Wincing, I stood. My legs were weak, I wavered on them, buffeted by the wind. Kichlan turned his face away. I should not be able to stand at all.

“I don’t think we can go back into the city,” I said. More to hear it out loud, than because it needed to be said. “The puppet men will be after us again.”

“How long did it take you to work that out?” Kichlan bit off the words.

They are not gone. You have slowed them down, perhaps. Forced a pause in their experiments. But you have angered them as well.

“The veche doesn’t know what they are, it doesn’t know what they are really trying to do. The puppet men will still have the support of the old families behind them.” All it would take was one step back into the city of my birth and Mob, Strikers, even those half-seen soldiers of silver, would be on us.

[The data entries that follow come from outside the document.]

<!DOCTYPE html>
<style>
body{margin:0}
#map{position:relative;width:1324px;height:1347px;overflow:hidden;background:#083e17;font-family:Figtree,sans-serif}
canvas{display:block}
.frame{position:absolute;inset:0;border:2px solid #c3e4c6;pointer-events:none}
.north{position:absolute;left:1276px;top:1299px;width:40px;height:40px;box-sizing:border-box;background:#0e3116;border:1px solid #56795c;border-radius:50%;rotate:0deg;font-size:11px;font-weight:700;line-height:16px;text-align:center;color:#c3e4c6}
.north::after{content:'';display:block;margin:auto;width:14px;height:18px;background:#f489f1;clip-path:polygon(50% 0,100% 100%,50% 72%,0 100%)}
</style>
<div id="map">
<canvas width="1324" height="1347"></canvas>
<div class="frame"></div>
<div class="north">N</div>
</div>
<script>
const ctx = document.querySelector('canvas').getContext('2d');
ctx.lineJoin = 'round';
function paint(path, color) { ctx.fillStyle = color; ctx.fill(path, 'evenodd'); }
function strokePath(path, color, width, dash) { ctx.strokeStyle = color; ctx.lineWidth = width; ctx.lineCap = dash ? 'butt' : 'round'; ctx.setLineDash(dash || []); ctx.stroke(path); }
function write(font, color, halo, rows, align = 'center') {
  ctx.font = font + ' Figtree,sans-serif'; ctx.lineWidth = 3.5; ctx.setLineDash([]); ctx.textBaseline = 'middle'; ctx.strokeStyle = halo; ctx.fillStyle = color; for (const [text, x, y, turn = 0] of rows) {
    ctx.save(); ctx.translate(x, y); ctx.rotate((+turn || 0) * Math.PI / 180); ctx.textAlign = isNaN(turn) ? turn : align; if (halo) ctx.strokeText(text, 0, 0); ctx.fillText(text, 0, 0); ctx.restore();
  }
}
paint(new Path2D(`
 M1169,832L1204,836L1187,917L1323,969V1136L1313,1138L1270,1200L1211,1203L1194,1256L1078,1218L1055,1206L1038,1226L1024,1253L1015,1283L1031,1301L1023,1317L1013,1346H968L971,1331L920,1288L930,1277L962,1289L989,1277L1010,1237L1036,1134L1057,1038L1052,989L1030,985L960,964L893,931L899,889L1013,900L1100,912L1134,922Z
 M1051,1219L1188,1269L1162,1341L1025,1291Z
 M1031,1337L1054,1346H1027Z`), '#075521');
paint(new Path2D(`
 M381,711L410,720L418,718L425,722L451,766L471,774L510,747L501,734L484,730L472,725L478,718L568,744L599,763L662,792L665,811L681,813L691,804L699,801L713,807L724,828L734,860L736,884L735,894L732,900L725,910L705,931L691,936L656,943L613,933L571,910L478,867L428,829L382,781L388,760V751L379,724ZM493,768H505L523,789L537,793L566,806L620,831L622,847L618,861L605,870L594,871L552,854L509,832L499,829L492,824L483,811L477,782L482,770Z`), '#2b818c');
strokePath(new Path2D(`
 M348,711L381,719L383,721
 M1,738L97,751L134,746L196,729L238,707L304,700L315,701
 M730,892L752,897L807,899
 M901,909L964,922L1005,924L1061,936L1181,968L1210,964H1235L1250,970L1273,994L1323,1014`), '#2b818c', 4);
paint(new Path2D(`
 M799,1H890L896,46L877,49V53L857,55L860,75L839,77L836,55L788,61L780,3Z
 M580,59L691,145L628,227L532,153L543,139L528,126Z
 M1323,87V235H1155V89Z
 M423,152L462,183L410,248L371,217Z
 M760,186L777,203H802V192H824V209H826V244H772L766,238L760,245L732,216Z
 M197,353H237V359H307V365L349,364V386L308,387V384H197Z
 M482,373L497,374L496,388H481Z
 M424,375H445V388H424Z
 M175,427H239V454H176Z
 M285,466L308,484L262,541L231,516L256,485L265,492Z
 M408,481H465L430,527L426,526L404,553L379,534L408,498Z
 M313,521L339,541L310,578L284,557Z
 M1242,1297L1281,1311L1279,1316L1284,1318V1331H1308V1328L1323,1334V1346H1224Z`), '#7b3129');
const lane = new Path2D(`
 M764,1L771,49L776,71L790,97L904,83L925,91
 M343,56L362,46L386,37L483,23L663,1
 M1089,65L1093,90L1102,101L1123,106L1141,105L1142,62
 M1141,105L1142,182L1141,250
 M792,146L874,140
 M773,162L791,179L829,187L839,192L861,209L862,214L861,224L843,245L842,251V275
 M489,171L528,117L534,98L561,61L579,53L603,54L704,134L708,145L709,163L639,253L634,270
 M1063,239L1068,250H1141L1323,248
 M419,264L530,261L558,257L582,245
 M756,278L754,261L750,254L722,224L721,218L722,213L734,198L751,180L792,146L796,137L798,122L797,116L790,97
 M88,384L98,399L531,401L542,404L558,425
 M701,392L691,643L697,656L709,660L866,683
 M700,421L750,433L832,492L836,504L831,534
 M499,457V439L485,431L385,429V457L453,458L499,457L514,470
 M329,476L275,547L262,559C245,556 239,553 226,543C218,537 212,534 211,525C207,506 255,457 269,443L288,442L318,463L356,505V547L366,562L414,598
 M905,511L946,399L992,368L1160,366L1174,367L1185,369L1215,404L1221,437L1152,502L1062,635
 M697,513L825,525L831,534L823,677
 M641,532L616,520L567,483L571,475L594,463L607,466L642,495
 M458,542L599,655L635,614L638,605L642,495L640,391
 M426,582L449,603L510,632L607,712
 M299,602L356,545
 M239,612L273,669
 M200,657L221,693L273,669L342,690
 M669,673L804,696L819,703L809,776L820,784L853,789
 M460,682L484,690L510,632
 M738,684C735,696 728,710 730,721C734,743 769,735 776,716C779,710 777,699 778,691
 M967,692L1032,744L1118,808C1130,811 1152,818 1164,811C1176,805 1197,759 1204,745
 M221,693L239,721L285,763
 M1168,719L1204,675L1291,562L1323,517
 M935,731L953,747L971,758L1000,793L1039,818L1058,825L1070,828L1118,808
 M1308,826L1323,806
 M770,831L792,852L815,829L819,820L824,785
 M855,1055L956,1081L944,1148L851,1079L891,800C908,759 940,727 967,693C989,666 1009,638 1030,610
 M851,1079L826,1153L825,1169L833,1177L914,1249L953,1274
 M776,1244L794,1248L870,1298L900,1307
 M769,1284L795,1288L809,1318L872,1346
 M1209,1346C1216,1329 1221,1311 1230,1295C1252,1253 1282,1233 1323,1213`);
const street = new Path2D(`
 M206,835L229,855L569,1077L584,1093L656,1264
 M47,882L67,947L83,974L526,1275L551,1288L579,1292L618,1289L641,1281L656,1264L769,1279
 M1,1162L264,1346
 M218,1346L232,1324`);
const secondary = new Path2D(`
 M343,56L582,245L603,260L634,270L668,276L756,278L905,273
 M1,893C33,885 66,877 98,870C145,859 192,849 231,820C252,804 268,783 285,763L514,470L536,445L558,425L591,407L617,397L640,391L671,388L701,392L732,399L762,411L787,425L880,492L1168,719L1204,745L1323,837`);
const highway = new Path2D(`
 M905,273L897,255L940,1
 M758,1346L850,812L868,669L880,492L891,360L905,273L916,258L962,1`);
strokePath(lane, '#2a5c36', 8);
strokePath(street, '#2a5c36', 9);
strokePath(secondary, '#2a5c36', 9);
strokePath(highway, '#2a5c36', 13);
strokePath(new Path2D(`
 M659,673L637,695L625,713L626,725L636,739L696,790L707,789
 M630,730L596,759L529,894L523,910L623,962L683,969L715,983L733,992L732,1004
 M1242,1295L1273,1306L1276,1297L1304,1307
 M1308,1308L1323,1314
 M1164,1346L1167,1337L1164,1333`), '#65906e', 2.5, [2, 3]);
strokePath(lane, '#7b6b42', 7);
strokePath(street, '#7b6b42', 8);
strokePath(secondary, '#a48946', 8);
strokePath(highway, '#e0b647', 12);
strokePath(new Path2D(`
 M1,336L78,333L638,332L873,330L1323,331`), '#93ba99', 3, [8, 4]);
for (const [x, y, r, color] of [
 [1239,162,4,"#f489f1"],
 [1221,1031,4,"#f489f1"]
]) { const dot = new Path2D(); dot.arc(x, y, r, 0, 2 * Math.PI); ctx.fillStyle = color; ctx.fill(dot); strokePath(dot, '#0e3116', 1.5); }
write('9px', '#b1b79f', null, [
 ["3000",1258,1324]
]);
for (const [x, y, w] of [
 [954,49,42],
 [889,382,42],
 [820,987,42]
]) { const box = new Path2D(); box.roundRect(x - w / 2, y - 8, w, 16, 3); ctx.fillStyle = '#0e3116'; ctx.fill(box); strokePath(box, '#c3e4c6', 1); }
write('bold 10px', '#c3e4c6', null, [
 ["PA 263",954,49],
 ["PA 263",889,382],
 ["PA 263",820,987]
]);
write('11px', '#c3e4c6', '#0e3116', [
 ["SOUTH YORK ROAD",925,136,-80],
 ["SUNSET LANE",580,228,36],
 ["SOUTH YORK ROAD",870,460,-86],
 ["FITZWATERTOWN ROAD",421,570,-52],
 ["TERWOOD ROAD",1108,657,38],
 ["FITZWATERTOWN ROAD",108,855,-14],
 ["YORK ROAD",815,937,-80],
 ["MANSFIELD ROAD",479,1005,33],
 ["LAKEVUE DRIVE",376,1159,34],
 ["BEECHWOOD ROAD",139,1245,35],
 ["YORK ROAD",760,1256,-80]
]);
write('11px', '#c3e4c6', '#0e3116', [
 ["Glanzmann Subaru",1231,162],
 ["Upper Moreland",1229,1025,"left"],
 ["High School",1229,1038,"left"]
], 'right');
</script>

“The veche?” Kichlan scoffed. “After everything we’ve just seen, don’t tell me you still fear the veche?”

He has a point.

He did indeed.

Ash started falling. It was heavy and warm, and stung where it touched my skin. “We can’t stay here.”

“Brilliant.”

Come, follow me. I remember a place in the mountain, though it has long been out of use.

The Keeper led us to what he called a path, though it looked the same as the rest of the mountain’s rocky soil and hardy plants. It did, however, lead to an opening, hidden in the shadows of the rocky folds and the low branches of dwarf conifers.

I recognised the stonework almost instantly, as we stepped into its shelter and my suit lit it in faint, blue. “This is more of the ancient city, isn’t it?”

Even older. When this was built, I was still the Guardian. And nobody confused me with a mountain.

I smiled at that.

The opening led to a tight labyrinth of passageways and stairs, gradually climbing, and leading deep inside the mountain. Not all of it was passable; it was in even worse condition than the subterranean streets below Movoc-under-Keeper. So the going was hard, and Kichlan struggled. At first, he would not allow me to help him. But he could not maintain his strength, or his anger, for long. And soon I scooped his right arm around my shoulders and supported him as we squeezed through rock, climbed stairs, and completely lost track of the way we had come.

“What did you do to me?” Kichlan whispered.

“What I had to do, to keep you alive.” And I hated myself for it.

“He is gone.” We struggled to squeeze through a space too small for the two of us. I brushed away a giant cobweb from the top of his head. “They took his body and they destroyed it. I could not stop them.” It broke my heart to say so, and it broke my voice at the same time.

“So what is the point? Without him, Tan, without him.”